Winter Symmetry in the Cold Morning ~ Liptov, Slovakia

Piano Media bumps up Slovak paywall price 25 percent

The company continues to argue that philosophy, not socioeconomic status, determines a customer’s willingness to pay for news.

Winter Symmetry in the Cold Morning ~ Liptov, Slovakia

Piano Media, the company that wants to put national paywalls all over Europe, is raising the subscription price for its pilot paywall in Slovakia by about 25 percent.

The all-inclusive package covering 12 news sites will rise in price March 1, from €0.99 per week to €1.39; €2.90 per month to €3.90; or €29 per year to €39. Customers can lock in the current yearly rate if they sign up before March 1.

Last month, after Piano expanded into Slovenia at a higher price, the company’s CEO told me his customers’ willingness to pay did not correlate with income but with a broader opposition to paying for online content. Piano appears willing to commit to that hypothesis.

“After having tested the Slovak market since May 2011 we feel that opposition to payment at this point is not socio-economic but rather philosophical,” said Piano spokesman David Brauchli in an email today. “And so those who are going to pay will pay whether the price is €2.90 or €3.90 per month.”

The company says it never intended to maintain the introductory pricing in Slovakia, but to gently introduce Slovaks to the concept of paid news content.

Update: Brauchli tells me weekly subscriptions — which users can pay for via SMS — are the most popular option for new accounts, but most renewals are for monthly or yearly subscriptions, which are less expensive overall.

Here is the full release from Piano Media:

Piano Media Ups Slovak Subscription Prices

Introductory pricing ends March 1, prices to increase from €2.90 to €3.90 per month

Bratislava, Slovakia, Feb. 13 – Piano Media, the European enterprise that manages Slovakia’s online common-payment subscription system for media content providers, is raising the price for digital reader access March 1 from €2.90 to €3.90 per month.

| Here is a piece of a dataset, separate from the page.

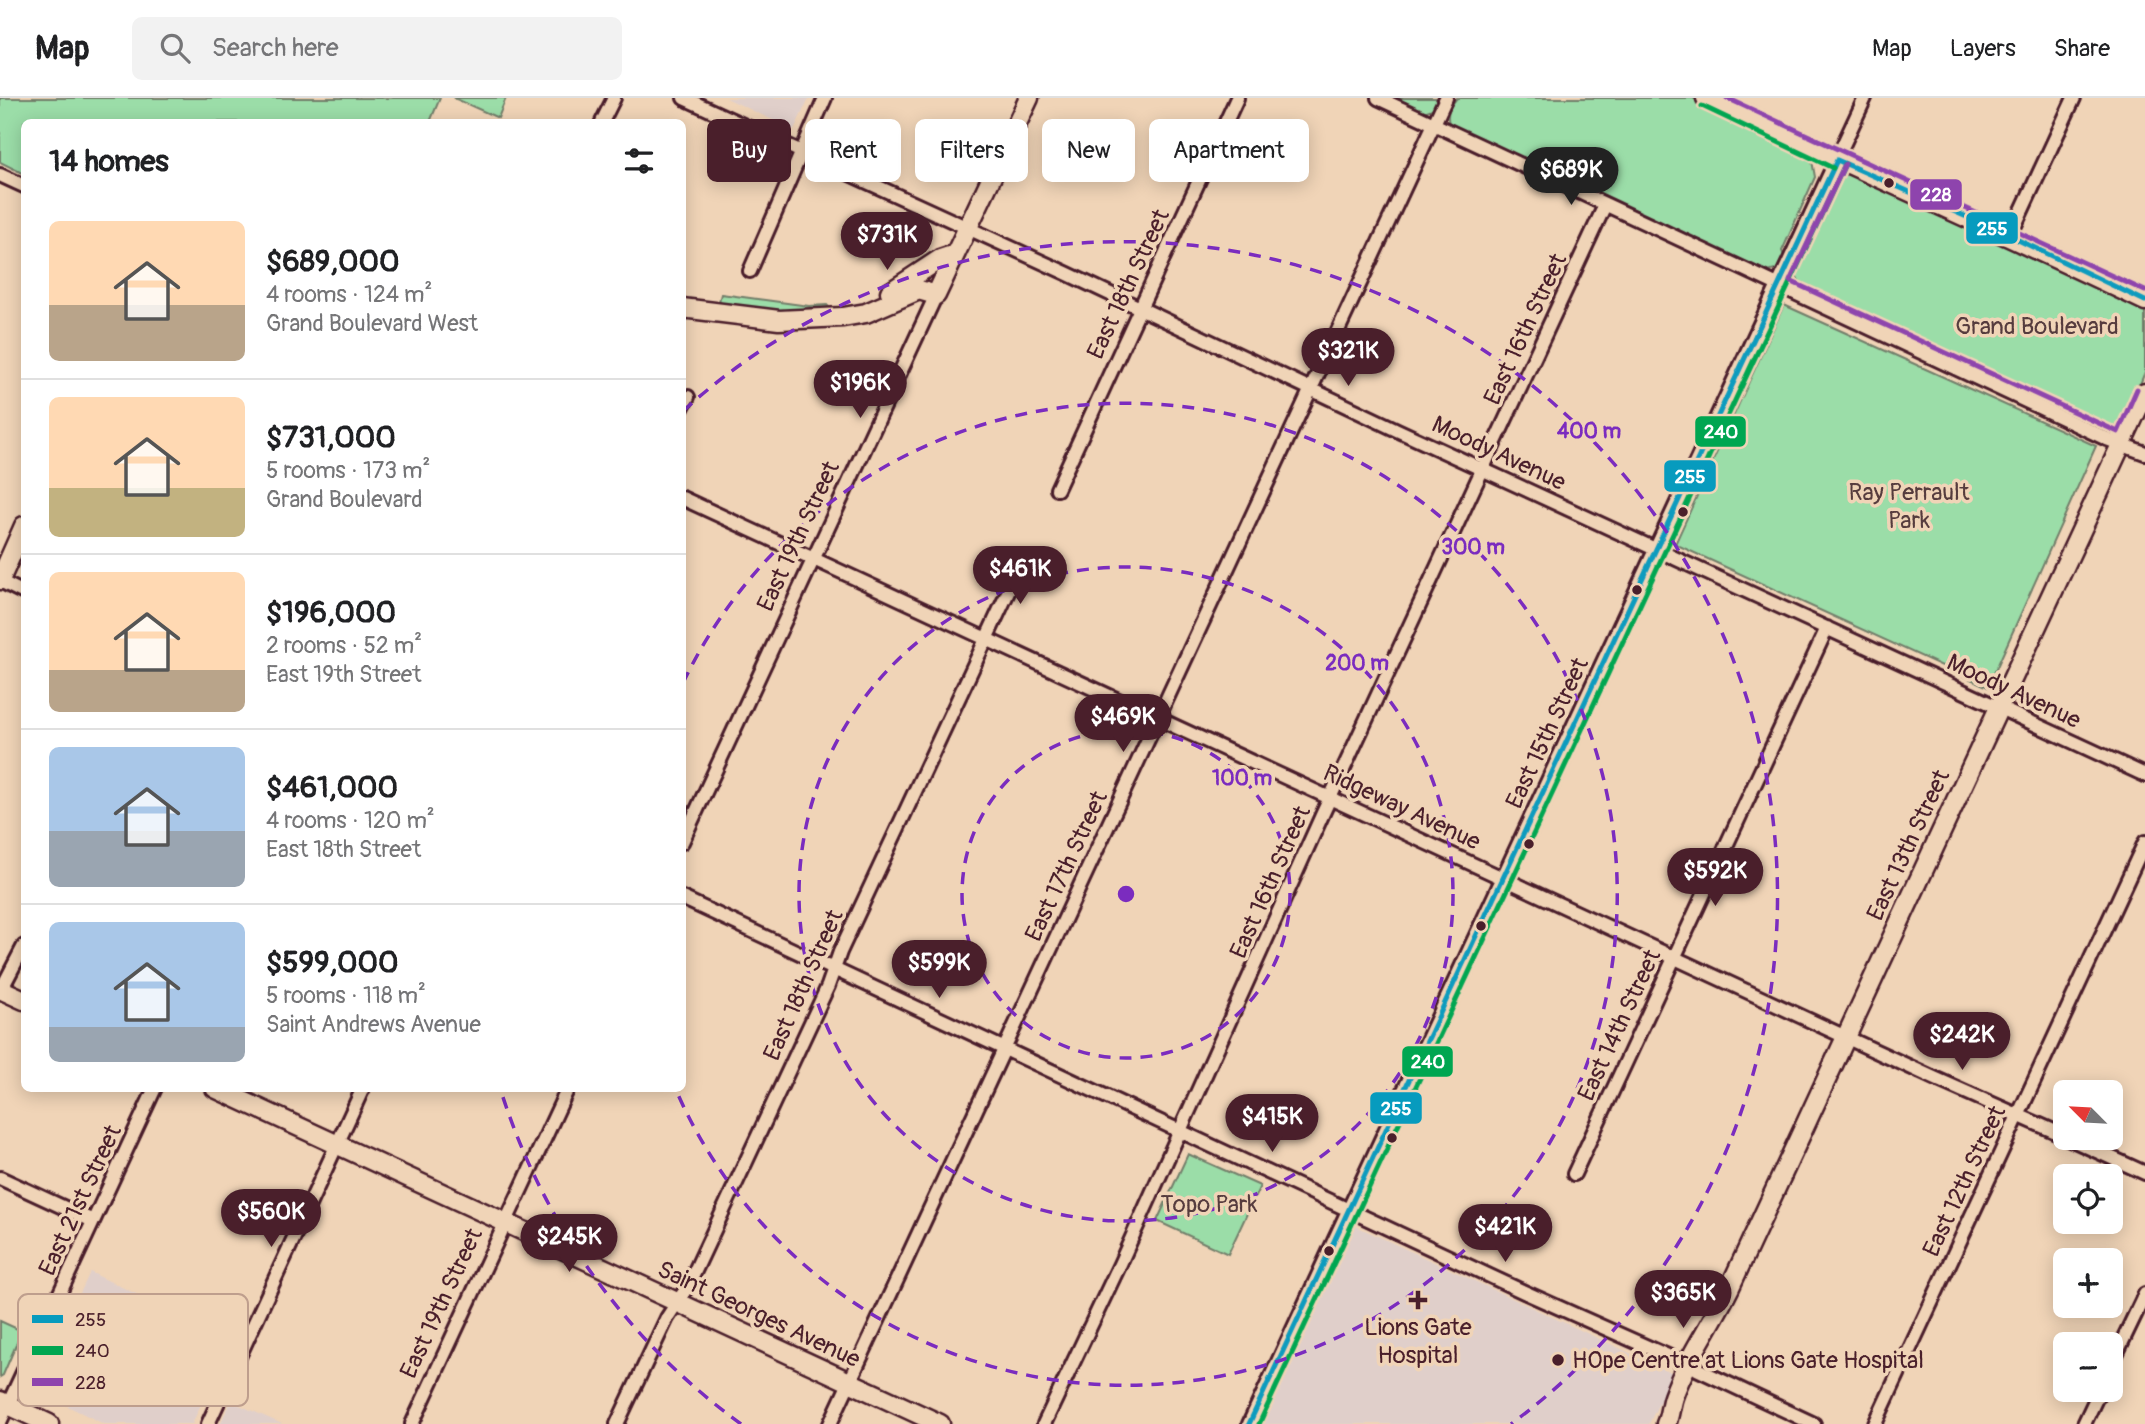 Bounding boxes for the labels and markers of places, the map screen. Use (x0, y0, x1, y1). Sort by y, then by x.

With steady revenue and reader growth established, Piano’s pricing structure moves into its next development phase after gaining broad acceptance by Slovakia’s digital readers.

“We never intended to keep the price at the introductory level,” Piano’s CEO Tomáš Bella explained. “We wanted the system to become accepted before phasing out the initial price. That was one of the things we had agreed upon with our participating publishers.” Prices will go from €.99 to €1.39 weekly, €2.90 to €3.90 monthly and from €29 to €39 for a year’s subscription.

Nevertheless, Piano will grandfather in all digital reader who purchase a Piano subscription prior to the price hike. Bella said, “The number of our subscribers is still going up. More and more people are telling us that they were against the concept at first but now have gotten used to the idea and already feel comfortable with paying.”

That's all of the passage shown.